When I say “Hallucinations” most people think visual ones. They are actually anywhere you can process in your brain. If that makes sense - lol. . .sense:

While the majority of hallucinations reported in primary psychotic disorders are auditory, they may also be visual, olfactory, tactile, or gustatory. Visual hallucinations have been reported in 16%–72% of patients with schizophrenia and schizoaffective disorder. - Visual Hallucinations: Differential Diagnosis and Treatment

Visual
I might have written before, I had some pretty weird visual ones. Every night, there was this figure in my room by my bed. I often said I could not go to sleep until I found this figure. There was no one there, of course. I assumed it was a man only because the first two hallucinations I had felt like a man and where the same figure.

Plaid-Man Shirt
After I started treatment, it turned into just a black outline of a human. I can’t see very well without glasses or contacts, so, there was never much detail.

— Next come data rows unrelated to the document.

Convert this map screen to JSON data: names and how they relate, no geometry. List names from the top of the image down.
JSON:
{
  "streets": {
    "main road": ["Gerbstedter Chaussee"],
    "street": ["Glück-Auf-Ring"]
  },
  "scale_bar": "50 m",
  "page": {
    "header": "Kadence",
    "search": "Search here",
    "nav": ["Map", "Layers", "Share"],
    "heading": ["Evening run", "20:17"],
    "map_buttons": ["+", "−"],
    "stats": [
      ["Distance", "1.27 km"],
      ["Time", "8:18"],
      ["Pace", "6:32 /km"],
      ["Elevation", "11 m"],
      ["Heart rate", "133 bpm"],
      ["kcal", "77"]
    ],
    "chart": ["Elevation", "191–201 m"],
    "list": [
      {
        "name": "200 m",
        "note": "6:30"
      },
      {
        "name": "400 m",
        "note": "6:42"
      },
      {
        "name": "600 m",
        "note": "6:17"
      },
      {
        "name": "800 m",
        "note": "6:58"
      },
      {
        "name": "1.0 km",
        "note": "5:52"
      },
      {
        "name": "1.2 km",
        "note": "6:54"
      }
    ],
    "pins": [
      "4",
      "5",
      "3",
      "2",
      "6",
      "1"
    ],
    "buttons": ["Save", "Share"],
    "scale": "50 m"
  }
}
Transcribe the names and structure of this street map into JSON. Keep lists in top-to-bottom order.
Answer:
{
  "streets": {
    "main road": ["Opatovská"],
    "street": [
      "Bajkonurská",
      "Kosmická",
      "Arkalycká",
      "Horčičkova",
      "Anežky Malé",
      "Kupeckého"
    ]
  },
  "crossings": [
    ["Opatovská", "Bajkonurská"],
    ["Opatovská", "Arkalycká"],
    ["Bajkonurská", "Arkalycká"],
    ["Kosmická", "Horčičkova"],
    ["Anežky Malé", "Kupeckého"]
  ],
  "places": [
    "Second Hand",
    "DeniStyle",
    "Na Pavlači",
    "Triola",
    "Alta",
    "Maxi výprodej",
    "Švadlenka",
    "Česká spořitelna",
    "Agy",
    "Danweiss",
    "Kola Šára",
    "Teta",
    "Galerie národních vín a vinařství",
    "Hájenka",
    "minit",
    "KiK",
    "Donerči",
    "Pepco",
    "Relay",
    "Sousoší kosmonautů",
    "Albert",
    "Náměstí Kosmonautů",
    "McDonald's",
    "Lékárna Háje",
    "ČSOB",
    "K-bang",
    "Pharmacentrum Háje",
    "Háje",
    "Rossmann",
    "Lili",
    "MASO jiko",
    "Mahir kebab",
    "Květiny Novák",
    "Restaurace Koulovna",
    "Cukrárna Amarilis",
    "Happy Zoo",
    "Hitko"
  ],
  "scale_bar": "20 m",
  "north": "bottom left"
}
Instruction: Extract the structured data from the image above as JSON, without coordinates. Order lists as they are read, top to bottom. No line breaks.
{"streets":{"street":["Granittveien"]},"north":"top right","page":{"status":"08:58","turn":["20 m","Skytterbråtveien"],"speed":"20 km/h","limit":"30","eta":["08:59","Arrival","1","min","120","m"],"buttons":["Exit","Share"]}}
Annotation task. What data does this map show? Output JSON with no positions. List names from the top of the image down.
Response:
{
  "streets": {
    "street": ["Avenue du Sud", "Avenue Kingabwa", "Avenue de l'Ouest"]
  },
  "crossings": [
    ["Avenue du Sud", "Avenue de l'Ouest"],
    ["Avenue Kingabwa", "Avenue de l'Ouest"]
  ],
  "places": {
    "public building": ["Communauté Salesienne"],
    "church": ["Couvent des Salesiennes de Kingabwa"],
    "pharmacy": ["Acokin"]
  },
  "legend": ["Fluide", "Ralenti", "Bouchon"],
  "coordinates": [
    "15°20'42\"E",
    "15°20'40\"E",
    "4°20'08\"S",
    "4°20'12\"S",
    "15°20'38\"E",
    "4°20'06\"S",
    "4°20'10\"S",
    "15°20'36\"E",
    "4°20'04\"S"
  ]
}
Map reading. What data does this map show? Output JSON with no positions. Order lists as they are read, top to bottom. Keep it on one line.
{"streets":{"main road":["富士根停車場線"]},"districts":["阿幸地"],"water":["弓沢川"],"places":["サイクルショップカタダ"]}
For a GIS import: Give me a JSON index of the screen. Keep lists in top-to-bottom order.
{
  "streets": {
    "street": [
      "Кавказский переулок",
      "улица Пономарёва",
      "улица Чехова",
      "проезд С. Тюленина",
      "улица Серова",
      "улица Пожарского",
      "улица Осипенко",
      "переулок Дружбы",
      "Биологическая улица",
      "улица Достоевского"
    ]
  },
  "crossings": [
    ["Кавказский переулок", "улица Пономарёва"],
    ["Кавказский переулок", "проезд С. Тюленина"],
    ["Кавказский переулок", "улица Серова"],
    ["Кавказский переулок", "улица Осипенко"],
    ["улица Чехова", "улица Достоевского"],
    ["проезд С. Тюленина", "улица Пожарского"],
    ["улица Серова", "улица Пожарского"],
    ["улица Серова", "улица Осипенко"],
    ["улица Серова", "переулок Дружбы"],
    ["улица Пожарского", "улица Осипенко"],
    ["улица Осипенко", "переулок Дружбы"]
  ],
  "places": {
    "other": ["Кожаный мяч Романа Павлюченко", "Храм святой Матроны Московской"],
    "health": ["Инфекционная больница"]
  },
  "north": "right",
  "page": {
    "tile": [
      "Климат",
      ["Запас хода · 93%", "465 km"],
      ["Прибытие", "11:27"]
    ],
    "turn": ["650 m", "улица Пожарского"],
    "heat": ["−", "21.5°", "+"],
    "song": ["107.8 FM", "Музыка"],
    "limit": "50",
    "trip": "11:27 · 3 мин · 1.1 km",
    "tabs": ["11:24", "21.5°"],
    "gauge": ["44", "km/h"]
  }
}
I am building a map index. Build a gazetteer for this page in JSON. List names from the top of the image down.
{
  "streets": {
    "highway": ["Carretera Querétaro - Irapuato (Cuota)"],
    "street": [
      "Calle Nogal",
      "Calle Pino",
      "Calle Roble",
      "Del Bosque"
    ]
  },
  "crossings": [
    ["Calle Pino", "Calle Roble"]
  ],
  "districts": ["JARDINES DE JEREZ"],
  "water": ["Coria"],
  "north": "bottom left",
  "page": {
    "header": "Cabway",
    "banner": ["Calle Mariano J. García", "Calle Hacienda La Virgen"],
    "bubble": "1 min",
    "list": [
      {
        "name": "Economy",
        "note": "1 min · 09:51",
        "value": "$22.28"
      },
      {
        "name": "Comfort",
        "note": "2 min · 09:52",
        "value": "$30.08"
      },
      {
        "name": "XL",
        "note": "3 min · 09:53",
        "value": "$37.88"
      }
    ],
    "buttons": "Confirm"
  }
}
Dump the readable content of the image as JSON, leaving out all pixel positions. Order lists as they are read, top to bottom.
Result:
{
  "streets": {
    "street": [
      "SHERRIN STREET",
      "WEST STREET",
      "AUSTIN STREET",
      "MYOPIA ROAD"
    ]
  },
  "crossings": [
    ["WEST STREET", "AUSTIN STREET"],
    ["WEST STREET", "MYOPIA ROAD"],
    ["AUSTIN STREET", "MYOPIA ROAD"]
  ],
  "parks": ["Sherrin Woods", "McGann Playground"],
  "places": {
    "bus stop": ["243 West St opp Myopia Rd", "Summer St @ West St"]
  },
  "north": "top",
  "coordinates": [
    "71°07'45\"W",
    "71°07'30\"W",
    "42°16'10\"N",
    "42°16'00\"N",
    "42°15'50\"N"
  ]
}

Before treatment, the plaid-man visited me. I called him that because he wore a lumberjack black-red plaid shirt (like this one from backcountry.com).

I was sleeping on my belly and opened my eyes and he was crouched by the bed, his face about eye-level with mine. I need contacts or glasses to see, so, I couldn’t make out any features. I had enough time to push myself up and back and he was in my field of vision for a while. When I went to grab my glasses, he was gone.

It was a moment where I was scared, but, then nothing was there.

I always saw people out of the corner of my eye or standing somewhere. When I told someone, they would normally say, “Everyone thinks they see something.”

But, I would catch something out of the corner of my eye and SEE the thing in real living color. Not just a sudden flash of light from a passing car or a shadow that moved unexpectedly. Then it would go away as I was looking at it.

I was never alone.

I told my Mom this once and she was a little disturbed but when I told her it didn’t bother me overall – other than suddenly seeing something – she said maybe it was my guardian angel.

Well, my angel is a creep.

This didn’t bother me until I was on other drugs that made me paranoid, then it was a mental marathon of telling myself to relax, no one was there while the other side of my brain was telling me “they are coming for you” and “they are after you.”

I spent night in my apartment unable to sleep, unable to barricade myself and fighting against my own feelings that someone was after me. The amount of things my brain could find to be afraid of was – amazing. Zombies? Aliens? Anything. Someone. Just. .someone. Do I call 911? What was that sound? What is that not-sound? Is the figure there? Can I get out?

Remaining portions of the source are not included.